*Directions*:
Search the records below for the word "white", then return every line where it appears.

*Dataset entries*:
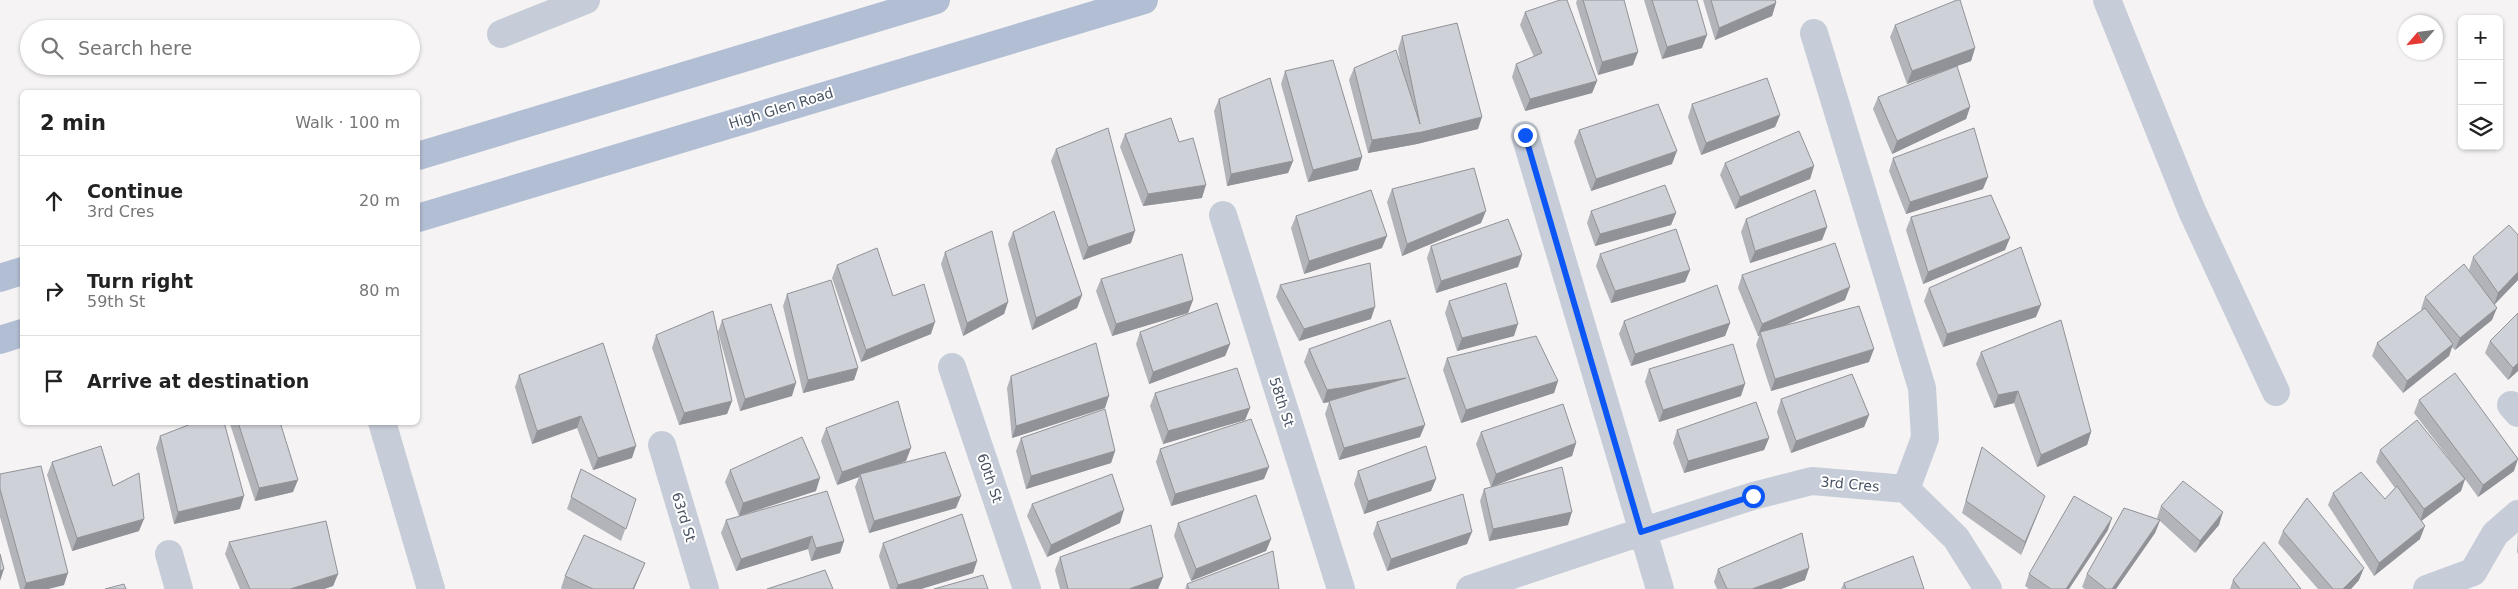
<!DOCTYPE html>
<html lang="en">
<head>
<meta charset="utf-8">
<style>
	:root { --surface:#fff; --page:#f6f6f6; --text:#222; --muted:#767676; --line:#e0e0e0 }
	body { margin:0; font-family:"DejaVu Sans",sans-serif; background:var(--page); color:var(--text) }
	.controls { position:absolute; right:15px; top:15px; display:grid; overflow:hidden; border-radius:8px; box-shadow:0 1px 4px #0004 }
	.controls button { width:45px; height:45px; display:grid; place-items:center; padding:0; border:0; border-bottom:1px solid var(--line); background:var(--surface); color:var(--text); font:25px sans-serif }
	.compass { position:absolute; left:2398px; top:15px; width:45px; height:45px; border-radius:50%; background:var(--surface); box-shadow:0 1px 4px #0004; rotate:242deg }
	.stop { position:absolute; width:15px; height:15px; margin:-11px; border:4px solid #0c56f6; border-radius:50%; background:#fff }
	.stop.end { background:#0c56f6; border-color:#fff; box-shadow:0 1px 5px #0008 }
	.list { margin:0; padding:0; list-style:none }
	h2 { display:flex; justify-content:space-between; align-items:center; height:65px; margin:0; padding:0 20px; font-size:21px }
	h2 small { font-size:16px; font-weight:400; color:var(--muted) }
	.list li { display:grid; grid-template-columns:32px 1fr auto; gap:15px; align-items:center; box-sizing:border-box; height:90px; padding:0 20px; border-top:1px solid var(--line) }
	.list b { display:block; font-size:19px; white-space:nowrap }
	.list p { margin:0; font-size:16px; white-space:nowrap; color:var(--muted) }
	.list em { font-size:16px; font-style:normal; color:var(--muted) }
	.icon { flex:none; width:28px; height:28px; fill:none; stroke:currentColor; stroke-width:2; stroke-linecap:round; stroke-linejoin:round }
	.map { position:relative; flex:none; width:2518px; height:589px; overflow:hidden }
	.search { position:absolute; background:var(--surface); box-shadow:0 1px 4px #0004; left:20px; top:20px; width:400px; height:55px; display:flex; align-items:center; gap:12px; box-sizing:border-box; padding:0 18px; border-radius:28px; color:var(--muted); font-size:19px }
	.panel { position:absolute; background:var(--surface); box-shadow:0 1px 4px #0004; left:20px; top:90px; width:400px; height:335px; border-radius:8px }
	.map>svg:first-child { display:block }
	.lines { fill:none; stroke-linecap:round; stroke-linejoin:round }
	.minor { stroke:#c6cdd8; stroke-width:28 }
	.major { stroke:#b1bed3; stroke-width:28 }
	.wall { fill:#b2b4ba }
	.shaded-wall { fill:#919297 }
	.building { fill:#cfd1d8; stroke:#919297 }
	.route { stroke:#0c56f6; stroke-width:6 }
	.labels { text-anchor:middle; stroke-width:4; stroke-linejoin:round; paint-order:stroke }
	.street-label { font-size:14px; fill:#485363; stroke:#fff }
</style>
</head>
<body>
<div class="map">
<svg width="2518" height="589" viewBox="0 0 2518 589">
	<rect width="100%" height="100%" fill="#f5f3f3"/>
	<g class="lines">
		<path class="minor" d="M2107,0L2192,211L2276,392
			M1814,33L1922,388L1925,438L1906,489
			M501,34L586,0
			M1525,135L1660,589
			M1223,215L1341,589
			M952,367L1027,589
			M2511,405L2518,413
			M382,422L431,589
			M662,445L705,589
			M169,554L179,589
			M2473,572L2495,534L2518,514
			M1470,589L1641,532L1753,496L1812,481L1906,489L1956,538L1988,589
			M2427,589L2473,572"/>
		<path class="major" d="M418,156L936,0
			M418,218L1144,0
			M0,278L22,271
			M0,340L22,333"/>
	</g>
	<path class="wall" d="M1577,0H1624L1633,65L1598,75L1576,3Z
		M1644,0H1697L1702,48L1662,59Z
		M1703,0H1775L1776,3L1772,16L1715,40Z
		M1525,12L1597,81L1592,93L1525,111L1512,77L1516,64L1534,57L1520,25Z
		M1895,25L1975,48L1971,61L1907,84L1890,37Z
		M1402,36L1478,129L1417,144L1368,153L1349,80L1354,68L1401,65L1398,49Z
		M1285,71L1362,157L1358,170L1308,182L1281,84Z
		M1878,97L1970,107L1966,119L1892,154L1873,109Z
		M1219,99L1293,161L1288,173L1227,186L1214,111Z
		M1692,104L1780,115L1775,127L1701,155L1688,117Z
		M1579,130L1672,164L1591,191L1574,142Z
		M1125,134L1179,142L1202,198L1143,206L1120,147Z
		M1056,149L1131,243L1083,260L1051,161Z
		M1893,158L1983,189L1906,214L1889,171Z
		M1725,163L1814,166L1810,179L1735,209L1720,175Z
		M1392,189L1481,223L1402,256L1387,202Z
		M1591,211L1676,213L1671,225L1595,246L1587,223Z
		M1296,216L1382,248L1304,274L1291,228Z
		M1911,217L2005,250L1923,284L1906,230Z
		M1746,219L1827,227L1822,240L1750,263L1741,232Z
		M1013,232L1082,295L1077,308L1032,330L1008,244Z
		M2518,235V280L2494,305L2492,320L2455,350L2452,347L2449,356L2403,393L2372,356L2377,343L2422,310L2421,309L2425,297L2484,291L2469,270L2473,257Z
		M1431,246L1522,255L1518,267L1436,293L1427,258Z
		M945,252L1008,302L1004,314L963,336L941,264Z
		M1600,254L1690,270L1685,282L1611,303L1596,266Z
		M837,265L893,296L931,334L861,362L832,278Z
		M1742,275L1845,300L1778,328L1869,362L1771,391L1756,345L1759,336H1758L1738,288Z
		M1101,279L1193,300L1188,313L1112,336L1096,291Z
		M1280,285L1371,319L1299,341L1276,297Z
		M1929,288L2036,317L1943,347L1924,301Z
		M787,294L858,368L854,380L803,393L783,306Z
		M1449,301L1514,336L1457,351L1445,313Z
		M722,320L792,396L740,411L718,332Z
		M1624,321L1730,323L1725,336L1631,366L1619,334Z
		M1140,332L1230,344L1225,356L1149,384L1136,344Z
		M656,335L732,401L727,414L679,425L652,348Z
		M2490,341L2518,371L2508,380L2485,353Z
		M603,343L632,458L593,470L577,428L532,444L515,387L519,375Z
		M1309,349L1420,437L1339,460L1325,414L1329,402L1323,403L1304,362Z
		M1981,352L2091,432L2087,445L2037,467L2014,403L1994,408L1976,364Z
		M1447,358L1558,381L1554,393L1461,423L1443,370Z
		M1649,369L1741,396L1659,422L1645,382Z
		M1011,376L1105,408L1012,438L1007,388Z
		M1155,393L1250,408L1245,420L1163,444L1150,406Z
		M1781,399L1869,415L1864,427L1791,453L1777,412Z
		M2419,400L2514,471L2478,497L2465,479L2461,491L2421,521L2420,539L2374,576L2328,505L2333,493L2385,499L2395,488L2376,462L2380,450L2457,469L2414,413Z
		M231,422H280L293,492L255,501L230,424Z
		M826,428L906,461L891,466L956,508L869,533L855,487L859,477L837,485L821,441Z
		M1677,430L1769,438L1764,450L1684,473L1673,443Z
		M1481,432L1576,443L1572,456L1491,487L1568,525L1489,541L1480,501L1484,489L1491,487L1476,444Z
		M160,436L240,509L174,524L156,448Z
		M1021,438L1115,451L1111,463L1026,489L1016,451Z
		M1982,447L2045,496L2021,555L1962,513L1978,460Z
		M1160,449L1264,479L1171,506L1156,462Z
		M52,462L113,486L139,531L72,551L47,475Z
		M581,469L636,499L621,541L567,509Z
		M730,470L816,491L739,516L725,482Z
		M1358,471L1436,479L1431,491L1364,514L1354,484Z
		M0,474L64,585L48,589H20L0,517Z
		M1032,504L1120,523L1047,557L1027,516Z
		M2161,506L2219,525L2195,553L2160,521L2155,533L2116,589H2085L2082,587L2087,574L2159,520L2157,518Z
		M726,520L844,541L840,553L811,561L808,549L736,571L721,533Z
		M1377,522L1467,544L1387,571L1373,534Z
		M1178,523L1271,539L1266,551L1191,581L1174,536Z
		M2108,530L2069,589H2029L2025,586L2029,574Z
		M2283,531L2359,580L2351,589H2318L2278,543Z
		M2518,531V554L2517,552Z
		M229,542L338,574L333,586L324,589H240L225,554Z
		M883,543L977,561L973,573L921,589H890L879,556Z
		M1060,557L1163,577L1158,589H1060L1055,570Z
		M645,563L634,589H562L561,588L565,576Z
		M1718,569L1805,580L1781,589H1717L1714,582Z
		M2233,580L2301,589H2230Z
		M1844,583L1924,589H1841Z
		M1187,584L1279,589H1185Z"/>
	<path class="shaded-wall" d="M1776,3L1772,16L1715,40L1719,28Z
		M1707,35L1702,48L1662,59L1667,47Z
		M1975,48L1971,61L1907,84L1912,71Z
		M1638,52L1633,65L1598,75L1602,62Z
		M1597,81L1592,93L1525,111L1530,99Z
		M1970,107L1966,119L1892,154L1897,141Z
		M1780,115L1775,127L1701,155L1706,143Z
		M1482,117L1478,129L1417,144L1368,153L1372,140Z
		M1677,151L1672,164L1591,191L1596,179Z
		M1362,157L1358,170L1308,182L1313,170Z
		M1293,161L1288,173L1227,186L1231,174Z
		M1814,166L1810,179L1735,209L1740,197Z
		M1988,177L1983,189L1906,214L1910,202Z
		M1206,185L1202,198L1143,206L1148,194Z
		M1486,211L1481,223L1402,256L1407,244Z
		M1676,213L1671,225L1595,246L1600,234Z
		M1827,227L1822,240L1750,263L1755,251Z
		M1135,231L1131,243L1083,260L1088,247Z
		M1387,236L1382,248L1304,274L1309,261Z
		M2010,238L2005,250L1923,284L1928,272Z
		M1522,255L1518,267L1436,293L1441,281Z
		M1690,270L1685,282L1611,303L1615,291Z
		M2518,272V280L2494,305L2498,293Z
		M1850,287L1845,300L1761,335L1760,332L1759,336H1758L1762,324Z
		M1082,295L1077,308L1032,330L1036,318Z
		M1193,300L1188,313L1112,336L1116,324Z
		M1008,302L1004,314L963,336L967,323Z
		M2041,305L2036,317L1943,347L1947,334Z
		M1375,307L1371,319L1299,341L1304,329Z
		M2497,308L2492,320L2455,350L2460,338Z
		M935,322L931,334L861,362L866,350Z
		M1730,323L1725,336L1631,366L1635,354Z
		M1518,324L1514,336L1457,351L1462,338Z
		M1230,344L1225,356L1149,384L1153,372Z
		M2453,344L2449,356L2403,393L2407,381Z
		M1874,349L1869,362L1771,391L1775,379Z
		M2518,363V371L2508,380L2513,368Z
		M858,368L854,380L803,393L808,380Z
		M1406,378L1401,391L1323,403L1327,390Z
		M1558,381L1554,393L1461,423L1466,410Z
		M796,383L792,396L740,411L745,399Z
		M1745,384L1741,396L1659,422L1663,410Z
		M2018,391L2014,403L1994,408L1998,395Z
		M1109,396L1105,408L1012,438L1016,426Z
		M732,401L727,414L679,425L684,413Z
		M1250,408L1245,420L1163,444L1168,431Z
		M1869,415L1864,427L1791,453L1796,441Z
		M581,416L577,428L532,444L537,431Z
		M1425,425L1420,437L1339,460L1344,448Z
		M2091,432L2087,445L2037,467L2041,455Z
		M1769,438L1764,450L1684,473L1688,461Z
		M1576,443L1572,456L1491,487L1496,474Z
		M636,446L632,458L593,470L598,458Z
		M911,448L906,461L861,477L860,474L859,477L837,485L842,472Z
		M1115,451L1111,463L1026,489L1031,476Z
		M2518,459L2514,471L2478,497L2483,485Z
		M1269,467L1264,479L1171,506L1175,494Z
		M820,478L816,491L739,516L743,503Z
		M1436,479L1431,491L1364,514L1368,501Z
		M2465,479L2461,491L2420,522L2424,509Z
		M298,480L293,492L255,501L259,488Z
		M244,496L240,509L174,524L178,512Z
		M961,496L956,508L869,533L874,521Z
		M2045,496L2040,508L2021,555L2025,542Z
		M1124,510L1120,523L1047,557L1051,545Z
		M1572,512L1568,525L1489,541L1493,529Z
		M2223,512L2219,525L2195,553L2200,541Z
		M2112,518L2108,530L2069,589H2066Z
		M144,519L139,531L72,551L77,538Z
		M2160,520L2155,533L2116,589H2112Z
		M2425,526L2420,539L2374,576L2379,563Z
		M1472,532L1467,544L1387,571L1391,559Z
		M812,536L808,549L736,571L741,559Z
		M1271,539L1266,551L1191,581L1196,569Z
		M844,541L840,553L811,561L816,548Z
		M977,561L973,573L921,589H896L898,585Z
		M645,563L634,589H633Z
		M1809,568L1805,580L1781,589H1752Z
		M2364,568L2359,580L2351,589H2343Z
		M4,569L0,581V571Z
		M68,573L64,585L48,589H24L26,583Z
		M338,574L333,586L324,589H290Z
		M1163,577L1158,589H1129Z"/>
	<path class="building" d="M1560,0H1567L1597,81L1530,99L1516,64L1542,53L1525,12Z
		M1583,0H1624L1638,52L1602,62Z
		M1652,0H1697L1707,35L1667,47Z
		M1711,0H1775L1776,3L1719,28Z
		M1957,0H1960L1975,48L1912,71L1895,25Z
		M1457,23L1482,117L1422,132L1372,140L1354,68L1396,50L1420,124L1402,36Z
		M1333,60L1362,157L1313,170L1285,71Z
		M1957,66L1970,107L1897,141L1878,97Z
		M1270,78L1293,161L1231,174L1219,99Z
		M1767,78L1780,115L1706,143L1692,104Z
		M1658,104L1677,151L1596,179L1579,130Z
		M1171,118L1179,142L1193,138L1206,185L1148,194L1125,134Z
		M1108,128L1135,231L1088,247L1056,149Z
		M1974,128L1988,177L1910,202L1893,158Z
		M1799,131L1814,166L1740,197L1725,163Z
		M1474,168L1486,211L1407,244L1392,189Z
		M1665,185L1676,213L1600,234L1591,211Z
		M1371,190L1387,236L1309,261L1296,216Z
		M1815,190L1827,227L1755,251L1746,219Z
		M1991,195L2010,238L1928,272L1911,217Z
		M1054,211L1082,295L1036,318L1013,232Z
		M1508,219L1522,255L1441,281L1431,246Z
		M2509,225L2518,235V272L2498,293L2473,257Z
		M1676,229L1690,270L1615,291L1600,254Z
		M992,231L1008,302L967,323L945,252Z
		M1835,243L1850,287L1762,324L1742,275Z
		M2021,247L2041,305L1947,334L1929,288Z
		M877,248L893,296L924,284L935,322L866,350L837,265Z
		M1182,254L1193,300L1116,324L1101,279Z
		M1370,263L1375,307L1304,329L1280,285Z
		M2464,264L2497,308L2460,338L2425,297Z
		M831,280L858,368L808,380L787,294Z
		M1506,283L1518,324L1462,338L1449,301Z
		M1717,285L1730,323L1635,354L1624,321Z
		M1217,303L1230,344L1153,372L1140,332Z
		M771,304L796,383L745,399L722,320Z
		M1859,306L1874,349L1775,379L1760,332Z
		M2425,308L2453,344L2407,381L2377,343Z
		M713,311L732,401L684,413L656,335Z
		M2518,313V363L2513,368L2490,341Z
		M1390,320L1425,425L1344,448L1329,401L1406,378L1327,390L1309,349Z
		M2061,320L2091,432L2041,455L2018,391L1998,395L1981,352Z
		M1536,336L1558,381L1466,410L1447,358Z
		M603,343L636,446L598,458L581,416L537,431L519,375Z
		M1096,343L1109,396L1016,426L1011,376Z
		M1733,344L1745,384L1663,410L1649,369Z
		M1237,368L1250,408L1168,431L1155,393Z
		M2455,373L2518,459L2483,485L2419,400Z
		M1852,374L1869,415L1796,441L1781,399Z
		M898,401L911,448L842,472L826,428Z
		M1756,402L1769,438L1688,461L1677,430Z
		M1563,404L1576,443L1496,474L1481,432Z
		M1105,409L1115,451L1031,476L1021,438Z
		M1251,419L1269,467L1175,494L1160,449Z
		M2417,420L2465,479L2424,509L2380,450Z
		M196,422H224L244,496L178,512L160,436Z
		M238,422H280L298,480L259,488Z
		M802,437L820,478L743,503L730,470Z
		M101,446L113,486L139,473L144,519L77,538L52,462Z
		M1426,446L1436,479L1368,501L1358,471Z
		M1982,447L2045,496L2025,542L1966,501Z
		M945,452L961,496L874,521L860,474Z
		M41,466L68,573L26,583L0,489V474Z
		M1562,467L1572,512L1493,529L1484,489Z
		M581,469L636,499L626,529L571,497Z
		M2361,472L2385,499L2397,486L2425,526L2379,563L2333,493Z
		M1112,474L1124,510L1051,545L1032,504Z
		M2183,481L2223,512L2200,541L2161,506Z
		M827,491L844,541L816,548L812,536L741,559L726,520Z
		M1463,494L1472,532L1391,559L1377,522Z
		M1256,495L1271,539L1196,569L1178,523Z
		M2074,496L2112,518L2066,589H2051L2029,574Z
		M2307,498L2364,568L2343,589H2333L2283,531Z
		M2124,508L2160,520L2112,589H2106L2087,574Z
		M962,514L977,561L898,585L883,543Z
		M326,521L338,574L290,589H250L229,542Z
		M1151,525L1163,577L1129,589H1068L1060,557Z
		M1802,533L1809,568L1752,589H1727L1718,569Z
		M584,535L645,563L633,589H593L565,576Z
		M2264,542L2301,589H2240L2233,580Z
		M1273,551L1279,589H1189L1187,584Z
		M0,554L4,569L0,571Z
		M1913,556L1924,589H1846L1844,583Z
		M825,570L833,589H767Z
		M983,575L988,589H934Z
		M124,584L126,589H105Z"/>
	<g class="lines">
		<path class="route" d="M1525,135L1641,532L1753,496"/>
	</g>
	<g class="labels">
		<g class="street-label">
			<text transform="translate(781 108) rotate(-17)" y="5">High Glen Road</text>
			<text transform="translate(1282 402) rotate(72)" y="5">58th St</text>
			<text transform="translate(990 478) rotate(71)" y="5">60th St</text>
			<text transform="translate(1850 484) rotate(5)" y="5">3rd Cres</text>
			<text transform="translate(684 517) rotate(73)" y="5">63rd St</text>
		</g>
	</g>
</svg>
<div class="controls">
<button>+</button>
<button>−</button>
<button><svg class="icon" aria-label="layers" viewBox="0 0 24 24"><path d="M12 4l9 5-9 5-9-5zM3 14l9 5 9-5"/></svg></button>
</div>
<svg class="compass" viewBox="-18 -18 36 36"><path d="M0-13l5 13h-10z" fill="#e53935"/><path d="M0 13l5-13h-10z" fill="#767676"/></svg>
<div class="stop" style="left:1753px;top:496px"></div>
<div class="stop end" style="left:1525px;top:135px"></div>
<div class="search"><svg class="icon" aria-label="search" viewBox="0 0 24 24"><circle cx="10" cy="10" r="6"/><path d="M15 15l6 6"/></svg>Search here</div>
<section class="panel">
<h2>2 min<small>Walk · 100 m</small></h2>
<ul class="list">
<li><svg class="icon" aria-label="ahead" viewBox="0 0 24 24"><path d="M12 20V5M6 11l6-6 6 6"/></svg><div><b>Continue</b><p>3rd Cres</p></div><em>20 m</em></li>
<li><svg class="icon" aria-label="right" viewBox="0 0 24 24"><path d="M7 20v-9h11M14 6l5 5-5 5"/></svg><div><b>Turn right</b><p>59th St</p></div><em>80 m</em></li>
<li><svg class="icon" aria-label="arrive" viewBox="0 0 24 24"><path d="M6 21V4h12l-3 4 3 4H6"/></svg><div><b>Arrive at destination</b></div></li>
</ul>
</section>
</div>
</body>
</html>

*Finished exercise*:
	.list b { display:block; font-size:19px; white-space:nowrap }
	.list p { margin:0; font-size:16px; white-space:nowrap; color:var(--muted) }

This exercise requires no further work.